OWASP AI Testing Guide: Security Testing for AI Systems

Dec 9, 2025

owaspai-securitytestingadversarial-mlllm

The OWASP AI Testing Guide is an open-source initiative providing structured methodologies for testing AI systems. Because AI models learn, adapt, and fail in non-deterministic ways, they introduce risks that conventional security testing can’t address.

Why AI-Specific Testing?

Traditional software testing assumes deterministic behavior.
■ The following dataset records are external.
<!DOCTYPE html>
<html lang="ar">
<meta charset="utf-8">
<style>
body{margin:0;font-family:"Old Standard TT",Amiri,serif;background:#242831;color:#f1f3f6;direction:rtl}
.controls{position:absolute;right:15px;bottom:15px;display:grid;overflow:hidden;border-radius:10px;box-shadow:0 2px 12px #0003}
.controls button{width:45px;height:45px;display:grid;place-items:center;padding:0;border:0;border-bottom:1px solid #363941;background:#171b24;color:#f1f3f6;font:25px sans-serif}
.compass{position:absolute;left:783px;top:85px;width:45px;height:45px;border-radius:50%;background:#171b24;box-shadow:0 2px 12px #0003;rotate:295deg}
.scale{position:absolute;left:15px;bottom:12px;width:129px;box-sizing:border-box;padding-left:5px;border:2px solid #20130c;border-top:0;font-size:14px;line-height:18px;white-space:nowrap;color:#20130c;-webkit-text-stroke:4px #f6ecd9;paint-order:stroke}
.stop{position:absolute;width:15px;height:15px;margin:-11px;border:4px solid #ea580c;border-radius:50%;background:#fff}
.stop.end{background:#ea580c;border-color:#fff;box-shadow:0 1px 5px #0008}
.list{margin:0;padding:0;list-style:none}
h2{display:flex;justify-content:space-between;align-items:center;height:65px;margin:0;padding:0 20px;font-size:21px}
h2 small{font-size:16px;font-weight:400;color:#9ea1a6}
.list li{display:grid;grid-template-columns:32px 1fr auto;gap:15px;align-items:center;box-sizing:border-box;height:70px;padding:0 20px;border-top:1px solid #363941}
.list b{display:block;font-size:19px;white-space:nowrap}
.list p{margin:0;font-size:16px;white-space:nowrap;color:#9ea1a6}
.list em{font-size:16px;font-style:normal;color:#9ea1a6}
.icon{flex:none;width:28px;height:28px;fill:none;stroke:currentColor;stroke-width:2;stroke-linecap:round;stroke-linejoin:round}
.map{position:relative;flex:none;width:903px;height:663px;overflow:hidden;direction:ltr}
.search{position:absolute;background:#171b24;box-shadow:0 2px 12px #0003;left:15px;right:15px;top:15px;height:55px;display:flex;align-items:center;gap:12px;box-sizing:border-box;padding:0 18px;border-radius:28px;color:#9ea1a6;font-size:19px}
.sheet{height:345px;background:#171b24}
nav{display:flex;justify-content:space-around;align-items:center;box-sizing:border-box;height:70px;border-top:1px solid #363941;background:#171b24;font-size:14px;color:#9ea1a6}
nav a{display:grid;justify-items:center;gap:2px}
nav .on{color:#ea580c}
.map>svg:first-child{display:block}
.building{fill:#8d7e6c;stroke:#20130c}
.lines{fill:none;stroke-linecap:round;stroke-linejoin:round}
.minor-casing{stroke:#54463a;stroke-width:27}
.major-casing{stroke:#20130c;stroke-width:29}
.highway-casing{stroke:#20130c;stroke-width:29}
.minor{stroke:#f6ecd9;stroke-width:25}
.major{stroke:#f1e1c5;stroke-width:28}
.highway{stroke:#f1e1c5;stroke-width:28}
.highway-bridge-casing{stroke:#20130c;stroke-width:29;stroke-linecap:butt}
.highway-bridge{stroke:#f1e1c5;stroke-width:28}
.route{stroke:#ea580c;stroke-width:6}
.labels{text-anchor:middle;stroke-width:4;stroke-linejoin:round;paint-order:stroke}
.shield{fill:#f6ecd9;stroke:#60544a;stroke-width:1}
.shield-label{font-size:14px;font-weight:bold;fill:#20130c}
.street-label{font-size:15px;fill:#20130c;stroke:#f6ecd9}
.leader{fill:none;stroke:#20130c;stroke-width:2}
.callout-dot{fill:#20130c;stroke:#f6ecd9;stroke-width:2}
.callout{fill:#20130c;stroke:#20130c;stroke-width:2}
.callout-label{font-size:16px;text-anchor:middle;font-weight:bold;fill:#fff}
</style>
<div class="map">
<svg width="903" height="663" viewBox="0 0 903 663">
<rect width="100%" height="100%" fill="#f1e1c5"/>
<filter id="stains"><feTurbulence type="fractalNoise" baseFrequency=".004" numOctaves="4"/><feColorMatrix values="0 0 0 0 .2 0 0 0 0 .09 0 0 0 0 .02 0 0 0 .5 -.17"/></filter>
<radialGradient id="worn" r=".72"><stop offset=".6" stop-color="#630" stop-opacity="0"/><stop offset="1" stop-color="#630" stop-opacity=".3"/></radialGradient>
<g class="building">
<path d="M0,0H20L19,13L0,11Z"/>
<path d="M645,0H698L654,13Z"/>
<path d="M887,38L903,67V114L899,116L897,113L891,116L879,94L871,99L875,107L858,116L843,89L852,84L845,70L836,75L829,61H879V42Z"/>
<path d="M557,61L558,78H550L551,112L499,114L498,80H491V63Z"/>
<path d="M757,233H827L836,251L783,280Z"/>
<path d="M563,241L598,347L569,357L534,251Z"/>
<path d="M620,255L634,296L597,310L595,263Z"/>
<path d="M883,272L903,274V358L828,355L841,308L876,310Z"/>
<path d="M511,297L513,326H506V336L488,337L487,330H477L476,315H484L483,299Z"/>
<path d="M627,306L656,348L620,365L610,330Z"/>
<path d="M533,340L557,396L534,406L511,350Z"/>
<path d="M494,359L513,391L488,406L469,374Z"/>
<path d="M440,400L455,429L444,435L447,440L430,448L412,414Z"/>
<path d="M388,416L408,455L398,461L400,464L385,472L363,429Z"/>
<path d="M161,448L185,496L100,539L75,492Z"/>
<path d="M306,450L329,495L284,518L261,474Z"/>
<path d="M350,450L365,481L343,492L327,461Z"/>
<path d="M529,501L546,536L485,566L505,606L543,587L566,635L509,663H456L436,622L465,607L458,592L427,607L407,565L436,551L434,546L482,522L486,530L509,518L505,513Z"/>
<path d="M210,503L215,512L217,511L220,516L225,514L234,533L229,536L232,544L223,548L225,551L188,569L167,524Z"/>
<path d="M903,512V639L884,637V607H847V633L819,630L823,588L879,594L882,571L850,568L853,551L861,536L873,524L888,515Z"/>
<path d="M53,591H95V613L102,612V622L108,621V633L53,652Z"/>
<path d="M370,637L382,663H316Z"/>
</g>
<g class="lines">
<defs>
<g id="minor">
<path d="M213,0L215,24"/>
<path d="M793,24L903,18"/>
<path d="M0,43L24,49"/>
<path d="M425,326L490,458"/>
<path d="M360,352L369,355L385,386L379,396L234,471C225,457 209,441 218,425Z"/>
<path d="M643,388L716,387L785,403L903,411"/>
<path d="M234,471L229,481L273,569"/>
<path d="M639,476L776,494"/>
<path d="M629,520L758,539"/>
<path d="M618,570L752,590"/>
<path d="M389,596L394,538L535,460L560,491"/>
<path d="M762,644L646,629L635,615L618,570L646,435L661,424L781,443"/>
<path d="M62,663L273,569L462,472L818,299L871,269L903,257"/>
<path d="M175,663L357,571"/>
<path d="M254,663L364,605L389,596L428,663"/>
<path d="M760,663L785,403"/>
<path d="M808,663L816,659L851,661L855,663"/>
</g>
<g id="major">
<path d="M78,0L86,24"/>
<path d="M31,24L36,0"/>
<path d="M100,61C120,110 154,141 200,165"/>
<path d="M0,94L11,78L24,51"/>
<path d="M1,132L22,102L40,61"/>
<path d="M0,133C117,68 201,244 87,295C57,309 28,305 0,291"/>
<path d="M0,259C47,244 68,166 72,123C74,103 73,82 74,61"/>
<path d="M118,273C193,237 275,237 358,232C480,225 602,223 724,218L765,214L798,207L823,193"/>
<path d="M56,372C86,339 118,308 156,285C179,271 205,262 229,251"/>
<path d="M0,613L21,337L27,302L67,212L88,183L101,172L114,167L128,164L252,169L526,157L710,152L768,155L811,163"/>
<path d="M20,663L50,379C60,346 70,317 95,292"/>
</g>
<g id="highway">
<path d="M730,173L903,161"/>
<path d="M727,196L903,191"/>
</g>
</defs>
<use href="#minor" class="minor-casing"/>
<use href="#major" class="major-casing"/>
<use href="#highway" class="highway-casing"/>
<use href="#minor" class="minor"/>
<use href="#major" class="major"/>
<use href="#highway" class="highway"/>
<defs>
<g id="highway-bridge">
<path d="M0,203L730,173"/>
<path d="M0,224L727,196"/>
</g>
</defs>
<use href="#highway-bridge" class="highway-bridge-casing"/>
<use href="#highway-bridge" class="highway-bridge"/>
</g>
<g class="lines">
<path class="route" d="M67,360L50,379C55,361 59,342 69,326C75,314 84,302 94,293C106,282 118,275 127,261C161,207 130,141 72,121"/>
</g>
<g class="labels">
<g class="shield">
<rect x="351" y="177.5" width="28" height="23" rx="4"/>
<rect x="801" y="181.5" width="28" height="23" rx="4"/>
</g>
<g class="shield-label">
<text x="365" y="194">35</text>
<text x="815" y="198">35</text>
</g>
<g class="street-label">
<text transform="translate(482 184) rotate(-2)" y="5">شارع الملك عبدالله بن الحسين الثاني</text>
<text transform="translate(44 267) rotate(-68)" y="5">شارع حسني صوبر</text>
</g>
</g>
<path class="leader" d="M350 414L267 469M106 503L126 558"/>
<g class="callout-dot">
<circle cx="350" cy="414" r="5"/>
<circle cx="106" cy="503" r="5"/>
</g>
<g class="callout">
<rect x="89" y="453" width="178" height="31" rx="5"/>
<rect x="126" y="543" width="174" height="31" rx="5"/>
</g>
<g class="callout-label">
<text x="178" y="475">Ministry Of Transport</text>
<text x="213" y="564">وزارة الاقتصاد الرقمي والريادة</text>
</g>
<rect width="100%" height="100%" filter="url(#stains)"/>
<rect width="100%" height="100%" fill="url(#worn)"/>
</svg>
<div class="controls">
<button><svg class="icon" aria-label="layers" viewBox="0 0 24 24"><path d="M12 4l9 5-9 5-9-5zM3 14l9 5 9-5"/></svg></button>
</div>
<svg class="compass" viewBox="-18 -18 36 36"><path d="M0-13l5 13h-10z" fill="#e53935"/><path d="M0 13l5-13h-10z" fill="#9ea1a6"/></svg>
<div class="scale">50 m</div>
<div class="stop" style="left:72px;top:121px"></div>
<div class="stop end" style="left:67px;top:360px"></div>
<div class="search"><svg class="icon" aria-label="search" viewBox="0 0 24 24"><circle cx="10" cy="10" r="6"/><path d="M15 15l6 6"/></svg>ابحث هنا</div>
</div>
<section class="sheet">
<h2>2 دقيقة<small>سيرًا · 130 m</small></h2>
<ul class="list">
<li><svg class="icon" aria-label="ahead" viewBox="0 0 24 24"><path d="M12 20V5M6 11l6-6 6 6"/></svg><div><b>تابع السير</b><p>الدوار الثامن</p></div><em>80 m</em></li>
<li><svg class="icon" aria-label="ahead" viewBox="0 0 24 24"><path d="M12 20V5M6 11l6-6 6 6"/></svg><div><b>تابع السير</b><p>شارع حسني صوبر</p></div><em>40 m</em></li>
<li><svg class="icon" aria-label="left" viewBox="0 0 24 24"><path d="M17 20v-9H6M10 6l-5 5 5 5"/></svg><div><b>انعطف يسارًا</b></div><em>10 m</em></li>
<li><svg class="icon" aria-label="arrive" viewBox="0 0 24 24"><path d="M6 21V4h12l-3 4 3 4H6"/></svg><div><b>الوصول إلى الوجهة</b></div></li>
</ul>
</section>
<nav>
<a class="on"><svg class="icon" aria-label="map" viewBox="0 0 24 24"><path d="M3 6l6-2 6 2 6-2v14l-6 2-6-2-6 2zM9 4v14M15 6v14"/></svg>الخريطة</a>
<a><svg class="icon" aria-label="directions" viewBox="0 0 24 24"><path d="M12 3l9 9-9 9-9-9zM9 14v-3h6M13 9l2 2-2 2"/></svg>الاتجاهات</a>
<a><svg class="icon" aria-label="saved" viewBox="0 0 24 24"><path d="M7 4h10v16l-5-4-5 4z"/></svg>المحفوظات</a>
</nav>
AI systems don’t work that way:

Models can be fooled by adversarial inputs
Training data can be poisoned
Model weights can leak sensitive information
Outputs can be manipulated through prompt injection

Without specialized testing, these vulnerabilities remain invisible.

The Four Pillars

The guide uses a threat-driven methodology aligned with Google’s SAIF framework, decomposing AI systems into four layers:

1. Model Testing

Testing the “brain” of the system:

Evasion attacks: Crafted inputs that fool the model
Model poisoning: Corrupted training leading to malicious behavior
Membership inference: Detecting if specific data was used in training
Goal alignment: Ensuring the model behaves as intended

2. Infrastructure Testing

Securing the compute and storage pipeline:

Supply chain tampering: Poisoned models from HuggingFace, etc.
Resource exhaustion: DoS attacks on inference endpoints
Plugin boundary violations: Escaping sandbox restrictions

3. Data Testing

Assuring integrity and privacy of training data:

Training data exposure: Extracting memorized data from models
Runtime exfiltration: Leaking data during inference
Dataset bias: Discriminatory outcomes from skewed training data

4. Application Testing

Application-layer vulnerabilities:

Prompt injection: Hijacking LLM behavior through malicious inputs
Context manipulation: Exploiting conversation history
Jailbreaks: Bypassing safety guardrails

Tools

For adversarial testing, the guide recommends:

Adversarial Robustness Toolbox (ART): IBM’s Python library for evasion, poisoning, extraction, and inference attacks
Foolbox: Fast adversarial attacks
TextAttack: NLP-specific adversarial testing
Armory: End-to-end adversarial ML evaluation

The AI Testing Guide complements:

OWASP Top 10 for LLM: Risk taxonomy for generative AI
OWASP AI Exchange: 200+ pages on AI protection
OWASP AI VSS: AI-specific vulnerability scoring

Current Status

The project is in active development (Phase 1 as of June 2025) with a public draft on GitHub. Led by Matteo Meucci and Marco Morana, with 23 contributors and growing.